Lamb “was very much a part of developing the [series] ‘bible’ and shaping it as a television program,” Pindal told The Times on Monday. “It was also his idea to include an element of science education in the series.”

Advertisement

Pindal, who worked with Lamb on “Karate Kids,” “Goldtooth” and other animated films over the decades, said Lamb “was an immense talent.”

“He had great ideas -- he was a fountain of imagination -- and he had an immense sense of design and story,” Pindal said.

“In those years that he was executive producer for the Film Board animation department, they got Oscar nominations all the time, so he was enormously influential and inspirational,” Pindal said.

Born in Bromley, England, Lamb launched his film career as an animator-writer at the National Film Board in 1959.

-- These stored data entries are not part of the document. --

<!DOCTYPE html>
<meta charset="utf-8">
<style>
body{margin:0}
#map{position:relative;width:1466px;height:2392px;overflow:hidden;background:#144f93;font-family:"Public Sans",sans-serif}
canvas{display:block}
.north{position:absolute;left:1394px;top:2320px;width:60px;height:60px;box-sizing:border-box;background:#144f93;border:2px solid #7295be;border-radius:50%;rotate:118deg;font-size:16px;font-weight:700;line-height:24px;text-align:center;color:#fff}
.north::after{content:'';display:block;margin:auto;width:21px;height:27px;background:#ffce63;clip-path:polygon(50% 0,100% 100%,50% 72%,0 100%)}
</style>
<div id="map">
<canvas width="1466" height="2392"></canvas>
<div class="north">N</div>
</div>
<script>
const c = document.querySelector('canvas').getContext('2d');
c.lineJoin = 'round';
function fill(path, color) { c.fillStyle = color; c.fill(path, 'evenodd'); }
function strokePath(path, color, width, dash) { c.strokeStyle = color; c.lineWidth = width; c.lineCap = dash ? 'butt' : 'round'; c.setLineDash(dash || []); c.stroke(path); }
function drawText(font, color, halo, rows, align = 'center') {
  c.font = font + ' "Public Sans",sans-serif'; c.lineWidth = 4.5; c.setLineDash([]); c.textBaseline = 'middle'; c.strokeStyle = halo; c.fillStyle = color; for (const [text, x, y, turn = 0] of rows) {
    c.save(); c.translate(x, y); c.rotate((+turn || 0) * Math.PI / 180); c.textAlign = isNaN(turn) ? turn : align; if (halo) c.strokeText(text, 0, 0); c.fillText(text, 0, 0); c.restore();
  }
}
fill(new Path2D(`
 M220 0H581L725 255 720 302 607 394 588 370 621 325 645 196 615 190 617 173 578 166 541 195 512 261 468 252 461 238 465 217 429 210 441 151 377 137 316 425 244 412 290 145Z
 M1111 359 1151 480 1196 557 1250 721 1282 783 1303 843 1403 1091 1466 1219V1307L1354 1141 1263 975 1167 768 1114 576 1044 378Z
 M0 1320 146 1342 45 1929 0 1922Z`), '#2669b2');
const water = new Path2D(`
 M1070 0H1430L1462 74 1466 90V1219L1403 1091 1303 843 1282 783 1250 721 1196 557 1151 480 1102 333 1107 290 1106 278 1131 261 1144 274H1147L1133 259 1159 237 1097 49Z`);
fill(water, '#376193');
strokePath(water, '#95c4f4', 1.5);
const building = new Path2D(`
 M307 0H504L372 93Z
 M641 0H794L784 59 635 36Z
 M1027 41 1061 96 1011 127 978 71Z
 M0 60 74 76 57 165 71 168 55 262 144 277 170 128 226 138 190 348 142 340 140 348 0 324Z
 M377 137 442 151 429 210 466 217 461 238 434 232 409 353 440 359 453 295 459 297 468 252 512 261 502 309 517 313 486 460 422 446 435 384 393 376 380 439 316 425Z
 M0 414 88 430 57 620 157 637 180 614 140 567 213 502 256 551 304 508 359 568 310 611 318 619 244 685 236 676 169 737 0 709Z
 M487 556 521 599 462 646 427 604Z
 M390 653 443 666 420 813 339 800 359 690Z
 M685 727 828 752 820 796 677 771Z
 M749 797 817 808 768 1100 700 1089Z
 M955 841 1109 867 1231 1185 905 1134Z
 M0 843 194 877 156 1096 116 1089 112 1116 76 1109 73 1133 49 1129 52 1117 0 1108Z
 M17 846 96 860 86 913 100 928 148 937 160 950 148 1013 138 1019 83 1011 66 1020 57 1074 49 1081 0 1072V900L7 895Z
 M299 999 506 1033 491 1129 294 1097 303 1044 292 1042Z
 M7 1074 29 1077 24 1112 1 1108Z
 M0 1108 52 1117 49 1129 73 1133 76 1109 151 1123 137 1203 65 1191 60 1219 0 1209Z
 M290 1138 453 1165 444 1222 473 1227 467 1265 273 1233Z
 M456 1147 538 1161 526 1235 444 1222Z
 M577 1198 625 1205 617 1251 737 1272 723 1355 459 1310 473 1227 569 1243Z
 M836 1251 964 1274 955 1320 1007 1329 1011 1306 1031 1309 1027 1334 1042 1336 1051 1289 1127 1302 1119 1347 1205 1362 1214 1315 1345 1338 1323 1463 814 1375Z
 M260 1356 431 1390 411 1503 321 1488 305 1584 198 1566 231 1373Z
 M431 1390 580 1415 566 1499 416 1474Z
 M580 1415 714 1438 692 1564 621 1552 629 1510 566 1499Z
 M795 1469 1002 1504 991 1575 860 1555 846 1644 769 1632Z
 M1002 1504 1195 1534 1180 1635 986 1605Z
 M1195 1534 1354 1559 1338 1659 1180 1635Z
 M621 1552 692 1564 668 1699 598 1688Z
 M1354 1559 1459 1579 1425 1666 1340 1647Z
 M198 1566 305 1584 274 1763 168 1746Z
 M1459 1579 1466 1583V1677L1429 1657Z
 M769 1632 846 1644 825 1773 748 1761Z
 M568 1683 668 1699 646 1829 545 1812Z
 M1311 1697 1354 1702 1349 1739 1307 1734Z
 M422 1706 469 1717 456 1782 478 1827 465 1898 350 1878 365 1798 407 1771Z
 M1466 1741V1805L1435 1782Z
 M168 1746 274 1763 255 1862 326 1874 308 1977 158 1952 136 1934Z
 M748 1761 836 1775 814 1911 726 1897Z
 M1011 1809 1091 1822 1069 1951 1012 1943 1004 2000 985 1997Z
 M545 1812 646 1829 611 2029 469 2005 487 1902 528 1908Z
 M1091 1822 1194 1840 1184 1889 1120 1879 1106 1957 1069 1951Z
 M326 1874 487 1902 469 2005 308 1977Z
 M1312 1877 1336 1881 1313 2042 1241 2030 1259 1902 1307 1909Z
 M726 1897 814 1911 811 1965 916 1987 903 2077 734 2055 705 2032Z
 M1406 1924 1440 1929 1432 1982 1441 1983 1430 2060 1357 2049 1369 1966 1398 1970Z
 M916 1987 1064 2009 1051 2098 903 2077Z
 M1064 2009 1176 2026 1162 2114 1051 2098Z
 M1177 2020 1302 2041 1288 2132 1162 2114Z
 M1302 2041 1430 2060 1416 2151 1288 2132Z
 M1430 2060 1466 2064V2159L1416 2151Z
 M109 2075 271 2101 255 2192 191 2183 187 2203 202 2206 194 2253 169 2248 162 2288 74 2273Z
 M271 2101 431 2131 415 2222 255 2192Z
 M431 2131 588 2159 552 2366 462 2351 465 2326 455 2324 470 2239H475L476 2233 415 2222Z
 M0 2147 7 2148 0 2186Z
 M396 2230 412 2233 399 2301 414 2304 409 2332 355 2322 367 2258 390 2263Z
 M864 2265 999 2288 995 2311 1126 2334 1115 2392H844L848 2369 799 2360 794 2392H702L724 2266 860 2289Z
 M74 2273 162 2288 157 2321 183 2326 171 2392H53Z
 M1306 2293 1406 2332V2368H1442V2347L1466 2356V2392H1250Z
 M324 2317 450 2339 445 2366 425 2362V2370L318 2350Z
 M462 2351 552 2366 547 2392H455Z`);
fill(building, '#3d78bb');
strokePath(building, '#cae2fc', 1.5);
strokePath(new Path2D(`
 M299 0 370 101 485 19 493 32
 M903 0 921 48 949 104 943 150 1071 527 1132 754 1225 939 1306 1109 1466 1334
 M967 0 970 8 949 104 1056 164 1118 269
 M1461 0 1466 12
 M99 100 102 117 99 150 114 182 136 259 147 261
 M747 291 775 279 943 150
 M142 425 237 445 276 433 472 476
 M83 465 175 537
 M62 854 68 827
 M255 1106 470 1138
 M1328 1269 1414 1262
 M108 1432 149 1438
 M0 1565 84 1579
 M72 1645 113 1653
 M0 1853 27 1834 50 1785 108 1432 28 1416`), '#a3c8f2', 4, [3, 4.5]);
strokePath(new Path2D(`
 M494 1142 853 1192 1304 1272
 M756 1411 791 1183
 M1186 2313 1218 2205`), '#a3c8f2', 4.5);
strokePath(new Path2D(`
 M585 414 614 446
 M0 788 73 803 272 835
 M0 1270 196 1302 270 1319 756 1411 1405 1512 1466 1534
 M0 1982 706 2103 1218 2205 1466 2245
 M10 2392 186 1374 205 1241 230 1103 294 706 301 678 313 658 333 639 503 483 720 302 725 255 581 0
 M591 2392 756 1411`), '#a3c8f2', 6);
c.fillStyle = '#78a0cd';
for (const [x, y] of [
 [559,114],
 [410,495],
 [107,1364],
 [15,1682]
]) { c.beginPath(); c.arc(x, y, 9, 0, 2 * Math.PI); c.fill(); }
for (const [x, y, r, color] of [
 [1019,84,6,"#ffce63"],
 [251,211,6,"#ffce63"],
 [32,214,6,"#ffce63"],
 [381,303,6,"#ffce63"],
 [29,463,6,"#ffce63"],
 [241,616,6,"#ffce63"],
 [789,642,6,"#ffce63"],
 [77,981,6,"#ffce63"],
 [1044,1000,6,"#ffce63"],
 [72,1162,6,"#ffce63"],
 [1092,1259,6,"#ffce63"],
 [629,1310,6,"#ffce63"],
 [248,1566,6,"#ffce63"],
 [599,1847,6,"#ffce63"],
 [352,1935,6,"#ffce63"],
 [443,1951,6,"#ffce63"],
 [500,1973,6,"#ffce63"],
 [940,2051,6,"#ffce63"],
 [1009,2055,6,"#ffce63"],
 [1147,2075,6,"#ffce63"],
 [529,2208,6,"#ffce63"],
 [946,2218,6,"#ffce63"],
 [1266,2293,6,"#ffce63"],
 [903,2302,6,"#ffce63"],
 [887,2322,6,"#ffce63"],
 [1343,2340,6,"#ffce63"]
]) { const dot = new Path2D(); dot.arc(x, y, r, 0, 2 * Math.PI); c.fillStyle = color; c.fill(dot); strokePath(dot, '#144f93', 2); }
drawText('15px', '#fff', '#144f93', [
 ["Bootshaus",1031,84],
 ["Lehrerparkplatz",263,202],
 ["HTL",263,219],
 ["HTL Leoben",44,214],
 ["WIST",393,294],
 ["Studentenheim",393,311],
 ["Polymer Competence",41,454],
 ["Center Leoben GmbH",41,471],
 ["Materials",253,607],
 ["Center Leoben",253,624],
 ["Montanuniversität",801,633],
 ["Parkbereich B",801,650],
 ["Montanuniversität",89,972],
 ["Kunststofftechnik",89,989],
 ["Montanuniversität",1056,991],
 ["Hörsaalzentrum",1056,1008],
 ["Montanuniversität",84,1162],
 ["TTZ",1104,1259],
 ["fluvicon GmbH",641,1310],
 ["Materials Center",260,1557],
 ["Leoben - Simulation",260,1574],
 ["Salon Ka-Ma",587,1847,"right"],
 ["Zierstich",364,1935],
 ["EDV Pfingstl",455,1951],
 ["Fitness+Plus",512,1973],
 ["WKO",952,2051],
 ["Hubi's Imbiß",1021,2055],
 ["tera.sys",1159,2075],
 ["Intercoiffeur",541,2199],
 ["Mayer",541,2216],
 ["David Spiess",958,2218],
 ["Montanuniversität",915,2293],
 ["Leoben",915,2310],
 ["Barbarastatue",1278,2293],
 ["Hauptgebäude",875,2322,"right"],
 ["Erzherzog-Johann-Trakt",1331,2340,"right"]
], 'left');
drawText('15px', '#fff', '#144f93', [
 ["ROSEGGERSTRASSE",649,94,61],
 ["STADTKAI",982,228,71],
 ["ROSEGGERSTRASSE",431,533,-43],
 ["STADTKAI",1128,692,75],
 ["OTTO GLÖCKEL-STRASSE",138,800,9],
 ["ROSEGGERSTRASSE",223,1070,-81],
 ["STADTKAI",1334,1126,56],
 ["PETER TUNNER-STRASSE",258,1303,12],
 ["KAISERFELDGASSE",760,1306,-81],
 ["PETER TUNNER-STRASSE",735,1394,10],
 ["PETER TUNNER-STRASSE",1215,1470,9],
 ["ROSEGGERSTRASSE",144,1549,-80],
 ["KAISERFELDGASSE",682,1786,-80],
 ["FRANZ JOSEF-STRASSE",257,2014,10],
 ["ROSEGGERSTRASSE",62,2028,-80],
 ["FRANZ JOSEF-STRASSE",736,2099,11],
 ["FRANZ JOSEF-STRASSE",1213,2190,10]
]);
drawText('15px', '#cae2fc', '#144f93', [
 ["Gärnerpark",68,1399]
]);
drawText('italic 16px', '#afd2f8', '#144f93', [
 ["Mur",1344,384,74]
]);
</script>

In the mid-1960s, he established and taught workshops in filmmaking and animation at Harvard University while continuing to direct and produce his own commercial and experimental films.

He later taught classes and workshops at McGill University in Montreal and at the National Institute of Design in India.

Advertisement

From 1972 to 1976, Lamb produced programming, including “Sesame Street,” for the Children’s Television Workshop and for PBS.

In 1980, he and Fedorenko created the titles, based on the artwork of Edward Gorey, for the PBS series “Mystery!”

Working with Fedorenko, Lamb produced the first stop-frame animation sequences made for the IMAX system -- for “Skyward,” the 1985 documentary focusing on a family of Canada geese and a conservationist’s efforts to restore nature’s ecological balance at a seabird sanctuary in Florida.

In 1983, Lamb and his second wife, animation director Janet Perlman, launched an independent film production company, Lamb Perlman Productions, in Montreal.

From 1988 to 1998, Lamb worked with children’s organizations such as Save the Children, Street Kids International and UNICEF on productions promoting health and education for poor and marginalized children around the world.

Lamb’s “Karate Kids” and “Goldtooth,” both made for Toronto-based Street Kids International, dealt with AIDS and substance abuse, respectively.

Advertisement

“He had a compassion, especially for the street kids of the Third World,” Pindal said. “He liked to apply his work to good purposes of some kind.”

While launching his film career more than 40 years ago, Lamb also was a folk singer in Montreal, where he once opened for then-unknown Bob Dylan. “She Was Poor but She Was Honest,” Lamb’s album of British music hall songs, was released by Folkways in 1962.

Returning to his musical roots in the late 1990s by singing near his home, he recently recorded a collection of British World War II songs for an as-yet-unreleased CD.

In addition to his wife, Lamb is survived by two sons from a previous marriage, Richard and Thomas; and a granddaughter.